Integrated analysis identifying long non-coding RNAs (lncRNAs) for competing endogenous RNAs (ceRNAs) network-regulated palatal shelf fusion in the development of mouse cleft palate
Introduction
Cleft palate (CP) results from failure of embryonic palate shelf apposition and fusion at the midline during embryogenesis (1) and is considered to be caused by the individual and combined effects of genetic and environmental factors (2,3). Epithelial-mesenchymal transition (EMT) of the medial-edge epithelium/midline epithelial seam (MEE/MES) is a crucial process of palatal shelf fusion during palatogenesis (4,5). Thus, any imbalance in MEE/MES cell proliferation and apoptosis, or dysfunction of EMT, may lead to CP formation during palatal shelf fusion (6). In mice, the embryonic palatal shelf first grows vertically in the oral cavity from embryonic gestation day 12.5 (E12.5) to E14; then, at E14.5, the palatal shelves are elevated to the horizontal position and contact each other to complete initial palatal fusion (6). However, the detailed mechanisms regulating palatogenesis remain unclear. Although microRNAs (miRNAs) and/or long non-coding RNAs (lncRNAs) are increasingly being recognized as playing important roles in the development and pathogenesis of several diseases, the regulatory mechanisms by which miRNAs and/or lncRNAs directly or indirectly interact during palatal shelf fusion remain elusive.
Salmena’s research group recently proposed the competing endogenous RNA (ceRNA) hypothesis, which suggests that lncRNAs can “sponge” miRNAs to impair their activity by using shared miRNA response elements (MREs), resulting in the upregulated expression of target genes (7). Subsequent studies have also demonstrated that lncRNAs contain MREs and can act as ceRNAs to compete with mRNAs for the same binding sites on miRNA, consequently influencing multiple biological processes. For example, lncRNA H19 acts as a ceRNA for miR-138 and miR-200a to modulate the expression of multiple genes involved in the EMT (8). Liu et al. (9) further showed that the AEG-1 3'-untranslated region (UTR) functions as a ceRNA to induce EMT in human non-small cell lung cancer cells through the regulation of miR-30a activity. Nevertheless, how lncRNAs, when acting as ceRNAs or miRNA sponges, regulate miRNA in palatal fusion remains unknown.

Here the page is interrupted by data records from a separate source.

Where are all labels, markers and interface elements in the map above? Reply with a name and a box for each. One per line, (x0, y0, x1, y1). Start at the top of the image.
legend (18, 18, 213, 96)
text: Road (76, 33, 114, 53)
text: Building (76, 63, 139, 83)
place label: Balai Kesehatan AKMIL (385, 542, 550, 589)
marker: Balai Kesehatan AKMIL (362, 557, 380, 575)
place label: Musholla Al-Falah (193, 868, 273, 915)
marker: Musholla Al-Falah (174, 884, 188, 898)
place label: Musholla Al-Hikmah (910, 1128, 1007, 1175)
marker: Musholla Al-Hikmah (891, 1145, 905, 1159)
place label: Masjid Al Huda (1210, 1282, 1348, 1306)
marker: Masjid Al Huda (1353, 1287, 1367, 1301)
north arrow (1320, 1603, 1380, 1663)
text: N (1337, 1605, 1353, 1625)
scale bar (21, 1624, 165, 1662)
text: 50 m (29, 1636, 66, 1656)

To clarify this issue, the current study conducted high-throughput sequencing on RNAs and small RNAs obtained from CP embryos of pregnant C57BL/6J mice treated with all-trans retinoic acid (ATRA) (10), which were then compared to control embryos. We analyzed the aberrantly expressed RNA sequencing profiles for the ceRNA hypothesis to identify a new ceRNA network associated with the development of CP.
Methods
Animals and treatment
The flow chart for the experimental design is displayed in Figure 1. C57BL/6J mice (20–28 g body weight and 8–10 weeks of age; Beijing Vital River Laboratory Animal Technology, Beijing, China) were fed in the Translational Medicine Laboratory of the Second Affiliated Hospital of Shantou University Medical College (Shantou, China). Pregnant females at E10.5 were randomly divided into two groups: a control group and an ATRA-treated group. At E14.5, mice were euthanized, and palatal shelves were dissected using microbiological instruments. Palatal shelf tissues were stored as reported previously (10).
Histomorphology analysis
After palatal shelf tissues of the ATRA-untreated and ATRA-treated embryos (E14.5) were harvested, they were immediately photographed using a Leica M8 digital imaging system camera for morphological observation. The palatal shelf tissues were then embedded in paraffin and sectioned in either the coronal plane. After this, 4 µm paraffin sections were stained with hematoxylin and eosin (H&E) for morphological analysis.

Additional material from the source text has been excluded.